Recent legal changes have altered the position of the CIO and set out 35 key responsibilities that must be carried out – bolstered by a further 27 from the GAO. However, not a single agency was found to be fully addressing the role of the CIO. This has far-reaching implications for a number of organizations, as the responsibility for a number of high-level decisions is being lost within many organizations with a complex managerial structure.

  1. Contracts for IT

Most CIOs are failing to become involved in M&A activity – with the GAO estimating that in the US alone, billions of dollars’ worth of IT contracts are being signed without direct involvement of the CIO.

Future outlook

In addition to the concerns raised by the Government Accountability Office, the US Defense Department has highlighted the risk posed to the US by basic security lapses. Released on Friday, the Defense Department report summarizes findings that suggest unencrypted storage devices and poor security around physical assets and servers are the main culprits.

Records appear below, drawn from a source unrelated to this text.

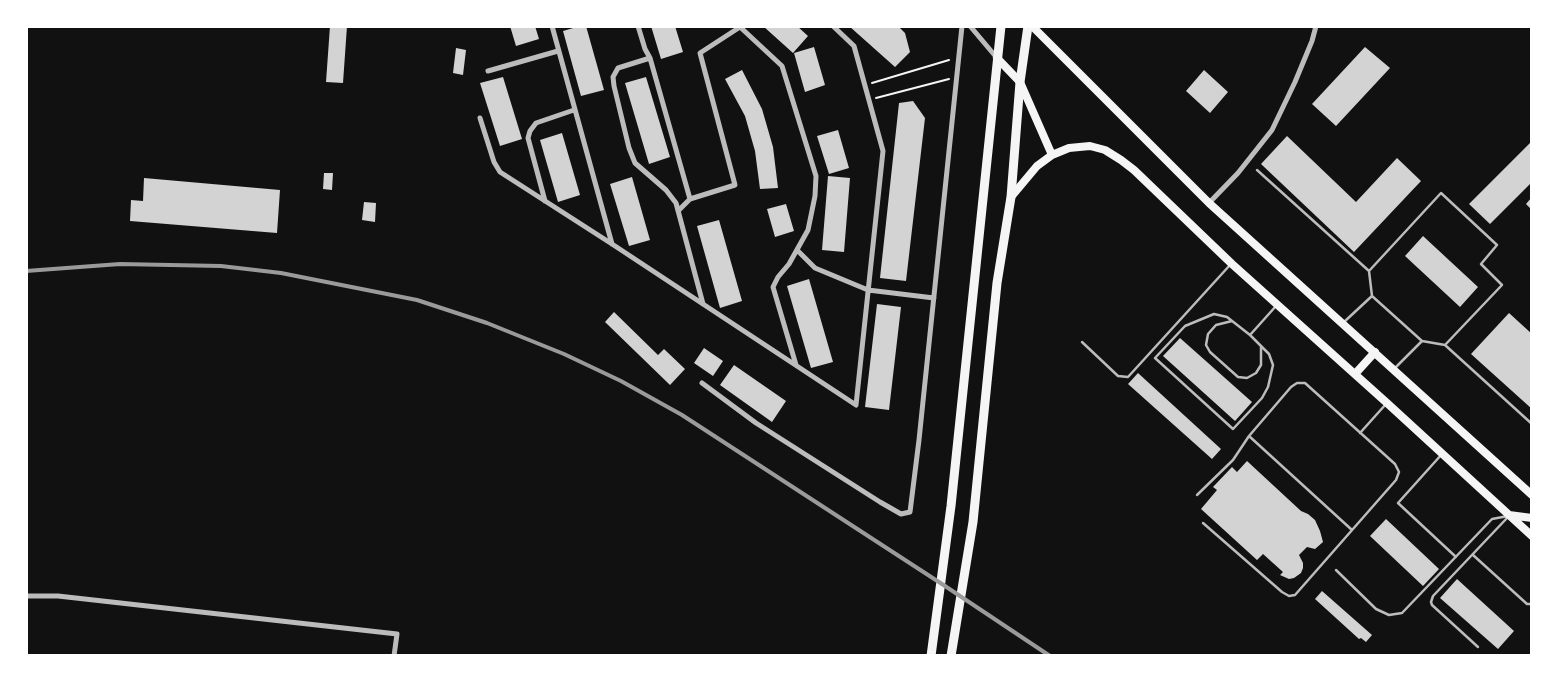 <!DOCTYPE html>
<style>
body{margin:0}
#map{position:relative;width:1558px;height:682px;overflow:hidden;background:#111;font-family:Bitter,serif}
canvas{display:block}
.frame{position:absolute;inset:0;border:28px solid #fff;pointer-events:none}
</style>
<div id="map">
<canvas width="1558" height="682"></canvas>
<div class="frame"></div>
</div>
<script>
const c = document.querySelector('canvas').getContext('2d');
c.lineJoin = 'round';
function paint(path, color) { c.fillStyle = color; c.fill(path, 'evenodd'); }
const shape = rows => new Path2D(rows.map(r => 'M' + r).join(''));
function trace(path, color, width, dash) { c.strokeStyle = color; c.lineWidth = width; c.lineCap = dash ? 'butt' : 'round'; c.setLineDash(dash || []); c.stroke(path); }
paint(shape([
 [330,26,347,26,343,83,326,82],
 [510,26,535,26,539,39,516,46],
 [580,26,586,26,604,90,581,96,563,31],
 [651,26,675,26,683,52,661,59],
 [763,26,797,26,808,36,793,53],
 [849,26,898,26,905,33,910,52,895,67],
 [814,47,825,85,805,92,794,53],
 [1365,47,1390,68,1336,126,1312,104],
 [456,48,466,50,463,75,453,73],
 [742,70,762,109,773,147,778,188,760,189,755,151,745,116,725,79],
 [1204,70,1228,92,1210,113,1186,91],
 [503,77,522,139,500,146,480,83],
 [646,77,670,157,649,164,625,83],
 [913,101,925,118,906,281,880,278,899,103],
 [838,130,849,168,829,174,817,136],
 [562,133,580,195,558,202,540,140],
 [1287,136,1356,202,1397,158,1421,181,1354,252,1261,164],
 [1532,141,1532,182,1490,224,1469,204],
 [324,173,333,173,332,190,323,189],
 [828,176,850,178,844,252,822,250],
 [632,177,650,240,629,246,610,184],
 [144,178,280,190,277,233,130,221,131,200,143,201],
 [1532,197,1532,210,1526,204],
 [364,202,376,203,375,222,362,220],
 [786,204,794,231,775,237,767,209],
 [719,220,742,301,720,308,697,226],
 [1423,236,1478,287,1460,307,1405,256],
 [809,279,833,362,811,368,787,286],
 [877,304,901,307,889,410,865,407],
 [614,312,658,355,664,349,685,369,670,385,605,322],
 [1509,313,1532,334,1532,409,1471,354],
 [1180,338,1252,402,1235,421,1163,356],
 [704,348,723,361,713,376,694,363],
 [734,365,786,401,772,422,720,385],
 [1138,373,1221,449,1212,459,1128,384],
 [1247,461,1301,511,1308,514,1315,520,1320,531,1323,542,1315,549,1307,547,1299,555,1303,563,1303,568,1301,573,1294,578,1289,579,1280,575,1283,572,1263,554,1257,560,1201,509,1217,490,1213,487,1232,467,1237,472],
 [1386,519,1439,569,1423,586,1370,536],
 [1457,579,1514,631,1498,649,1440,598],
 [1322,591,1372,635,1366,642,1361,638,1359,639,1315,599]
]), '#d3d3d3');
trace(shape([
 [872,83,949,60],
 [876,98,949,79]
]), '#f5f5f5', 2);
trace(shape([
 [1257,170,1369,271,1372,296,1344,322],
 [1369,271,1441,193,1497,245,1481,264,1502,285,1445,345],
 [1372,296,1422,341],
 [1214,314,1227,317,1250,335,1269,354,1273,365,1268,387,1262,398,1233,429,1155,358,1185,326,1214,314],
 [1232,321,1216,325,1208,334,1206,345,1210,352,1238,377,1247,378,1256,373,1261,365,1261,346],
 [1250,335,1276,306],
 [1082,342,1118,376,1128,377,1230,265],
 [1395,368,1422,341,1445,345,1532,424],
 [1360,433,1386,404],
 [1249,436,1352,530],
 [1442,454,1398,503,1456,557],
 [1197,495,1233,460,1249,436,1291,387,1297,383,1305,383,1395,464,1399,472,1396,480,1295,595,1289,596,1282,592,1203,523],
 [1473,555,1527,604,1532,604],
 [1336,570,1376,609,1389,615,1402,613,1492,519,1508,516],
 [1478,647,1432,605,1431,602,1433,596,1508,517]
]), '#bcbcbc', 2.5);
trace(shape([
 [552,26,612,244],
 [638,26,645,49,650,58,690,199],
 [739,26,782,66,816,176,815,196,808,230,789,264,778,277,773,287,796,365],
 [970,26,997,58],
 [650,58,618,68,613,77,614,86,629,148,635,163,666,190,676,203,703,304],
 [488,71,558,51],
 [480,118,494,162,500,172,612,244,856,405,883,151,854,46,833,26],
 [545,201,528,138,530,131,536,123,574,110],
 [1209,203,1238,173,1272,130,1295,82,1312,41,1316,26],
 [678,211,690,199,735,185,700,53,740,27],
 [797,250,815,268,868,290,934,298],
 [702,383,756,423,880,502,901,514,910,512,919,440,962,26],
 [26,596,58,596,397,634,394,656]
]), '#bcbcbc', 5);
trace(shape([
 [1032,26,1209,203,1532,495],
 [997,58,1020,82,1052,155,1069,148,1090,146,1105,150,1121,160,1134,170,1232,264,1387,403,1532,536],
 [1011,197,1037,166,1052,155],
 [1355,374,1375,352],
 [1509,515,1532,518]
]), '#f5f5f5', 8);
trace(shape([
 [931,656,951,506,1001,26],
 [951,656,973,522,997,283,1011,197,1020,82,1028,26]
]), '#f5f5f5', 9);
trace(shape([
 [26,271,120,264,221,266,281,273,417,300,487,323,564,354,621,381,682,415,945,586,1050,656]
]), '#9a9a9a', 4);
</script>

With so much work yet to do in IT security across the US, combined with the defence implications of a lack of encryption, monitoring, and locks around critical infrastructure – the risk from malign parties is great.

You might be interested in: The 2018 Global Password Security Report.

Without widespread implementation of basic security requirements such as multifactor authentication, intrusion detection, secure servers, and physical security points at high-risk sites, the US system will remain vulnerable. With significant progress made since 2010, and the majority of recommendations already complete, the journey to a cyber-secure US is well underway. However, with some weaknesses yet to be rectified having been flagged as early as 1990 – it is more than just a numbers game. If the few gaps in the system are critically important, then the US may be further behind than anyone would like to admit.